I planted this tree in the memory

   of my brother Gawain who was called

away from home by the wolves and

forgot his pipe.  If he should return one

 day, tell him it is buried beneath this tree

 

The finding of the marker resurrected an age-old tradition that had been largely forgotten by the good people of Man.  And though the thirty men would never return again from the realm beyond the Hedgewood Wall, the people would mark their sacrifice and their existence, even as the Great Celtic Crosses marked the resting places of the great Saints in the time of Brenden the Navigator, one of the Twelve Apostles of Ireland.

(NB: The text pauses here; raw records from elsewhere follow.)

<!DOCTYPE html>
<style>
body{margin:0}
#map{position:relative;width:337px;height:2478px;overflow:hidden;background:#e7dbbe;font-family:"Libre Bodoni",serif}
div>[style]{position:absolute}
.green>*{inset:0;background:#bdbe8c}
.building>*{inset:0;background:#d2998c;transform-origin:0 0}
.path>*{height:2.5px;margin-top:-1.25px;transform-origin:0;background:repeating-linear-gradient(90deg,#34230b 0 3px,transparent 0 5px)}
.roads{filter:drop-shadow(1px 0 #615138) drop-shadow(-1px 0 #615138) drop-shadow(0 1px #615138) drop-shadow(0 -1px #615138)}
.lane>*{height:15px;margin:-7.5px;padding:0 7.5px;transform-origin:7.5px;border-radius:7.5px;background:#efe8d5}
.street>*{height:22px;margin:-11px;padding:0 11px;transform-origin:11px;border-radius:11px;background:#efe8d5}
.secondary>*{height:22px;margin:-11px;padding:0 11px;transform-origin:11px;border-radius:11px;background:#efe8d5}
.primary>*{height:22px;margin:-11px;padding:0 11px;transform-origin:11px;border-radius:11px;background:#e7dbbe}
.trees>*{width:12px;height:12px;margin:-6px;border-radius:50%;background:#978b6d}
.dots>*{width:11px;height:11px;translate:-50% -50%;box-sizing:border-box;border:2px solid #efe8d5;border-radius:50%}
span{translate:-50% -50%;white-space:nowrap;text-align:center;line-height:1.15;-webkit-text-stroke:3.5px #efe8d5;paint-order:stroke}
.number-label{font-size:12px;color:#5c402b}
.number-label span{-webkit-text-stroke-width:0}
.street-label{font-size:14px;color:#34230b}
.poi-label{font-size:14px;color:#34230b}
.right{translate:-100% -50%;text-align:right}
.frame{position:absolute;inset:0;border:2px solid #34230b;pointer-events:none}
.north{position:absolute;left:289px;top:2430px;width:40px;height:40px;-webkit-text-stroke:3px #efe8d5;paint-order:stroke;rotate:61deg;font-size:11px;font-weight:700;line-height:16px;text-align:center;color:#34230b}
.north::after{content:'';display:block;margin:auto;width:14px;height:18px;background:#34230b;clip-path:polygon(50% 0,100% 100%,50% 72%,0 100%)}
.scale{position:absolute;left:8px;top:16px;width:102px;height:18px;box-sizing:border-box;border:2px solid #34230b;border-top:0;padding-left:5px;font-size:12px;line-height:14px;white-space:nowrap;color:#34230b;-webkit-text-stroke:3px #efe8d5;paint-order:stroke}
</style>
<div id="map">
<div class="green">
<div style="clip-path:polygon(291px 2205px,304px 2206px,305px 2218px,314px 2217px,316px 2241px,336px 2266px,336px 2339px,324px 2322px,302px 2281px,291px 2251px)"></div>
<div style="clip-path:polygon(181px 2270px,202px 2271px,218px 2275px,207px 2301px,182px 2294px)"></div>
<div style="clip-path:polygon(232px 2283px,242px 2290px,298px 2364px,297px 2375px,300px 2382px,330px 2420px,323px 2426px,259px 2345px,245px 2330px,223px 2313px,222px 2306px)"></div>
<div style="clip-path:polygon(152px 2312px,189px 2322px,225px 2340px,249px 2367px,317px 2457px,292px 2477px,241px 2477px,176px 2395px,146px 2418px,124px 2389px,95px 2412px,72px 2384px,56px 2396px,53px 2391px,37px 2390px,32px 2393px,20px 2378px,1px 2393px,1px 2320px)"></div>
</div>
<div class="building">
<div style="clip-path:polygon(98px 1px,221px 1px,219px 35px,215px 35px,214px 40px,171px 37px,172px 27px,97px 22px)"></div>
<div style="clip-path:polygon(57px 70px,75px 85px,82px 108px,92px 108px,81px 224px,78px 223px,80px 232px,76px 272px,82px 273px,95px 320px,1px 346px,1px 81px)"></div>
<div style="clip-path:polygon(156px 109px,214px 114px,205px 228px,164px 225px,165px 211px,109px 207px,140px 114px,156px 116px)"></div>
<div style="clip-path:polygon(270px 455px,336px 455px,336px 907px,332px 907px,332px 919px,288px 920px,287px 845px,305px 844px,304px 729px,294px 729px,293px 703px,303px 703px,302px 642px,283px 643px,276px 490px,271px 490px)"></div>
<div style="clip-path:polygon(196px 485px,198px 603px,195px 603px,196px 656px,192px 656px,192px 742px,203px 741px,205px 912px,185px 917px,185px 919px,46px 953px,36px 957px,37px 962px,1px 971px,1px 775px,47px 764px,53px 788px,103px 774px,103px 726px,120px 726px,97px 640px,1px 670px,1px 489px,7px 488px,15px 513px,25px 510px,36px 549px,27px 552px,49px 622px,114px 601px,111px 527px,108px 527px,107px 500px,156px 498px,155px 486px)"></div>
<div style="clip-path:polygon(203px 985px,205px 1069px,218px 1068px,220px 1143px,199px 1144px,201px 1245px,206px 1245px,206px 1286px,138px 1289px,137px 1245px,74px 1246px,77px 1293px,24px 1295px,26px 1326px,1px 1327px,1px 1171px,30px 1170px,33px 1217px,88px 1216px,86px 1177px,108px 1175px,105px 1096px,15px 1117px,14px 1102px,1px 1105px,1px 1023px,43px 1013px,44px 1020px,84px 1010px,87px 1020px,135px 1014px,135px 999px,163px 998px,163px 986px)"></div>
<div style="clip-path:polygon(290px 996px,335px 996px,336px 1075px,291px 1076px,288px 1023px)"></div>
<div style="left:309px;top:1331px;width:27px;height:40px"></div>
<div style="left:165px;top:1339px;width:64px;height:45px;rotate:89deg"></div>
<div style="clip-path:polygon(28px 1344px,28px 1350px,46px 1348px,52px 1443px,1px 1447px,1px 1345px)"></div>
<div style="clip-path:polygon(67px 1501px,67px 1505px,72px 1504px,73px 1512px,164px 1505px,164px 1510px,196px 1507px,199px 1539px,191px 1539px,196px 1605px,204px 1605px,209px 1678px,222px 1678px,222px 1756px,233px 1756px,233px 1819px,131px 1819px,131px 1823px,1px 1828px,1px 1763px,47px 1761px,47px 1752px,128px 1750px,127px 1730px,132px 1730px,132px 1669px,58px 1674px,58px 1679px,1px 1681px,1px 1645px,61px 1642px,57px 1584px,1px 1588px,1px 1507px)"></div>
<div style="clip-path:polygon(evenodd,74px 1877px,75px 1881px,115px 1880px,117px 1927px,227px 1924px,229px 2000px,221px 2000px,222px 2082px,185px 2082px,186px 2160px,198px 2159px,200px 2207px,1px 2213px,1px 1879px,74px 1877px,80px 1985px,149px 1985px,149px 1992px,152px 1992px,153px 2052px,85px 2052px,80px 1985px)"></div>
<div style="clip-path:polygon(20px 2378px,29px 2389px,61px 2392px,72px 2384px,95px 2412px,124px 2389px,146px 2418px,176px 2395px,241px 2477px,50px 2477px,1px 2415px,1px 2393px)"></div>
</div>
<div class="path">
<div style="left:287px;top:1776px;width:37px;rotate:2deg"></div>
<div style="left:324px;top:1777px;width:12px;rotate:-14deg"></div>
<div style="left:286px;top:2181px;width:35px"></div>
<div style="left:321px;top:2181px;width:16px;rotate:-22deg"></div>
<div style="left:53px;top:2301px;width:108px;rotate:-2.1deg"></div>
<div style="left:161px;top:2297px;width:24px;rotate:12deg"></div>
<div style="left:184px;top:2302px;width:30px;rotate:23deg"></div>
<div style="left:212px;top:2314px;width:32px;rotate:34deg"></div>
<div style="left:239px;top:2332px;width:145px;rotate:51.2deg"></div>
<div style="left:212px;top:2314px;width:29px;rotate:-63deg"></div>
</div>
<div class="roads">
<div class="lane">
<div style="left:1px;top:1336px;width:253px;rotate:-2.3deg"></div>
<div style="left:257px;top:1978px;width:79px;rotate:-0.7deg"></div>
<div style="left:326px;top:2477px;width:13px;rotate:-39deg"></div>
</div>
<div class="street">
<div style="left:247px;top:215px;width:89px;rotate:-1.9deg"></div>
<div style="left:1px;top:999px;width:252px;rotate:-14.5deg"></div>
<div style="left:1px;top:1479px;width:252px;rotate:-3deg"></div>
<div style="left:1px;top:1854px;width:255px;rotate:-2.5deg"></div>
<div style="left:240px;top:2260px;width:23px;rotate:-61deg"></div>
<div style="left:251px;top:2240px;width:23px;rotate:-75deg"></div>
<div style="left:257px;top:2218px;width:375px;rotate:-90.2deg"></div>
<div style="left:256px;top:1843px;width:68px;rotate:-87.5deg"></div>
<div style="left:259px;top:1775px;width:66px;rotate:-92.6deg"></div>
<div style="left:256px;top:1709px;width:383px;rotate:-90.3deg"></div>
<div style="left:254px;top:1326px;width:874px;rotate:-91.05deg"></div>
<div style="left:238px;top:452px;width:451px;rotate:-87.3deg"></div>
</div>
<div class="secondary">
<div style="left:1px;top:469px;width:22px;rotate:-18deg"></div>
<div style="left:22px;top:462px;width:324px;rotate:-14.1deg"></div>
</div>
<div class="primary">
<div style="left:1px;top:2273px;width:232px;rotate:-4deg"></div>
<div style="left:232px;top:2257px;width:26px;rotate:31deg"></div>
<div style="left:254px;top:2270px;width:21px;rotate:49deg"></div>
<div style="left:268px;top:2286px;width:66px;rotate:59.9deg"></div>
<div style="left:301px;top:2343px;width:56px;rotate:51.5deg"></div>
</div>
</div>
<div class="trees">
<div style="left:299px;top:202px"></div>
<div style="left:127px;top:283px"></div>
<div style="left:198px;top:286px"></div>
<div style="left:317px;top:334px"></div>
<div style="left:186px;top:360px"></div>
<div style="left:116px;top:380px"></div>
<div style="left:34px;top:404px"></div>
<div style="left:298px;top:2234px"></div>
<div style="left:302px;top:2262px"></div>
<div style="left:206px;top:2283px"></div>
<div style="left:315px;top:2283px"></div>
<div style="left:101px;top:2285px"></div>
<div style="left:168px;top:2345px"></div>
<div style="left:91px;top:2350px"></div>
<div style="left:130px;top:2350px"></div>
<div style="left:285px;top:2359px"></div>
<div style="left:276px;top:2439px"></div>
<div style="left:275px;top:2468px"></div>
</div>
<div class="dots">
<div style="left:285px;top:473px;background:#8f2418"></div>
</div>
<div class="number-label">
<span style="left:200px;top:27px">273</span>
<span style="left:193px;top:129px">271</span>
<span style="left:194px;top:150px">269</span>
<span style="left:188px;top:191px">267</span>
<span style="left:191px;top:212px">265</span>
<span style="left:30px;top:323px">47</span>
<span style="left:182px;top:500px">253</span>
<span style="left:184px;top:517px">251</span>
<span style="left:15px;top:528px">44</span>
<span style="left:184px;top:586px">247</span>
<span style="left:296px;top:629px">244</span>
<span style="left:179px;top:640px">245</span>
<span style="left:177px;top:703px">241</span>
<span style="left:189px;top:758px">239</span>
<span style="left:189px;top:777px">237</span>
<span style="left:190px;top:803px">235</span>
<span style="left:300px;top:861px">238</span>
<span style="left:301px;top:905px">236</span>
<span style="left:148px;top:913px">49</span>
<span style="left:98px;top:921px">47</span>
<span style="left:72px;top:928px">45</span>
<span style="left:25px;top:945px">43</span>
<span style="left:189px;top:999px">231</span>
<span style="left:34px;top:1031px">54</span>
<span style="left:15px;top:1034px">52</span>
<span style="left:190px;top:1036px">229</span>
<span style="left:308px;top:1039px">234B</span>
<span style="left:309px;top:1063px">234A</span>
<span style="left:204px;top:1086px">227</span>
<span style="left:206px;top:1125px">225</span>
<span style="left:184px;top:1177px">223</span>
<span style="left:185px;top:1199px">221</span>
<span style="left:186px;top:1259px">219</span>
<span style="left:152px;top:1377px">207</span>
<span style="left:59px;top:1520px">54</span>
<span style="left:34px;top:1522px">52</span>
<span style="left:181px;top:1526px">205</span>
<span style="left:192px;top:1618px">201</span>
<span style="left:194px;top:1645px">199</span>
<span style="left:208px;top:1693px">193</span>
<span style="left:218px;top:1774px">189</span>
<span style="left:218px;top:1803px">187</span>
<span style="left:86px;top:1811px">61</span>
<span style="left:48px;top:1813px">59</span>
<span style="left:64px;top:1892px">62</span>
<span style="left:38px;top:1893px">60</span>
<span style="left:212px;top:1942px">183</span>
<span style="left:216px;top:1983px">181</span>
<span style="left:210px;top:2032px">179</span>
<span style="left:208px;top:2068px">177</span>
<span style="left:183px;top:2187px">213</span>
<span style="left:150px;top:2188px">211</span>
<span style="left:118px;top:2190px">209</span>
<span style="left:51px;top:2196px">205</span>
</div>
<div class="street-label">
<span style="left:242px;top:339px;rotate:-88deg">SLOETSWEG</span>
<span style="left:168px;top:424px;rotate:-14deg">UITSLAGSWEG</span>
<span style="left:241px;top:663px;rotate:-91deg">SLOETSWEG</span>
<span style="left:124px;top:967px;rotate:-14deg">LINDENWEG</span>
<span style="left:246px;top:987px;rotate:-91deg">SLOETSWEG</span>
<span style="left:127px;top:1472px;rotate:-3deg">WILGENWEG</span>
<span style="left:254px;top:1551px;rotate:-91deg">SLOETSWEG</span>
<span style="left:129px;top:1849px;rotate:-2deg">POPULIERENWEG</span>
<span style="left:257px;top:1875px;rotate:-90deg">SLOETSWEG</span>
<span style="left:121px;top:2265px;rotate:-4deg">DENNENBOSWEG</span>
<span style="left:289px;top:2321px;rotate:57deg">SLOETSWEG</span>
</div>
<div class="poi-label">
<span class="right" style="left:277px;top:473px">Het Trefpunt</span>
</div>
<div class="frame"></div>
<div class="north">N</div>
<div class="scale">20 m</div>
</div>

Ancient and already crumbling in places, the Great Hedgewood Wall had been constructed to protect the good people and to ward off the evil spirits of the fallen angels that had been cast out of heaven by the Lord.  But the angels were defiant and they would take out their vengeance upon the chosen people, sometimes coming in the form of dreams, sometimes coming in the form of wolves, and sometimes coming in the form of serpents and leviathans, devouring the helpless Manxmen as they worked their strong and calloused hands for herring and flounder out on the reach.

 

And so it was that the loved ones of the thirty men took to immortalize their sacrifice with tokens of the thirty men, a boot, a knife, a ring, anything that would symbolize the soul of the lost man.  These items were buried carefully and with purpose, but with the expectation that they would be unearthed again, symbolizing the rebirth and resurrection of the Lord, for it was believed that once lost from beyond the Hedgewood Wall, their spirit would forever be lost to the Lord.  When an item had been found and unearthed, the people would meet inside the Inns and smoky pubs to discuss the significance of the find, how many years it may have moldered in the earth, and if it had ever been unearthed before, for there were instances where some things were unearthed which never should have been unearthed but best forgotten.  The people would say a toast, and they would drain their glasses together in sympathy for the spirit of the lost man.

 

In this way a connection of the people of the isle was slowly formed out of the misery of a few, and a brotherhood was created by this shared grief which far outlasted the memory of the thirty men.  And even as the Hedgewood Wall crumbled and the powerful prayers built within became weak, the people were upheld in their righteousness and their spirit, for they knew that they too, would one day have to cross the once mighty wall.

 

And so it was that one of the woodcutters, whose name was Ian, came back again and again for three days, to the site where the fallen tree lay.  He brought with him sharp tools and axes and other items that he would need, and he set to work chopping and cutting through the hardened roots until he discovered and unearthed an object, wrapped in several layers of sackcloth.  Within was a pipe.  He held the pipe in his hands and felt the power coming up from the ground beneath.  He had once again, brought to life, the spirit of a man, lost beyond the Great Hedgewood Wall.  And so he took the pipe home and he would hold it and try to imagine the hands that had once held this pipe; he thought about it and he dreamed about it until he was satisfied.  One day he would re-bury the sacred object . . .but not today.

 Copied from an old manuscript found within The House of Keys, Castletown.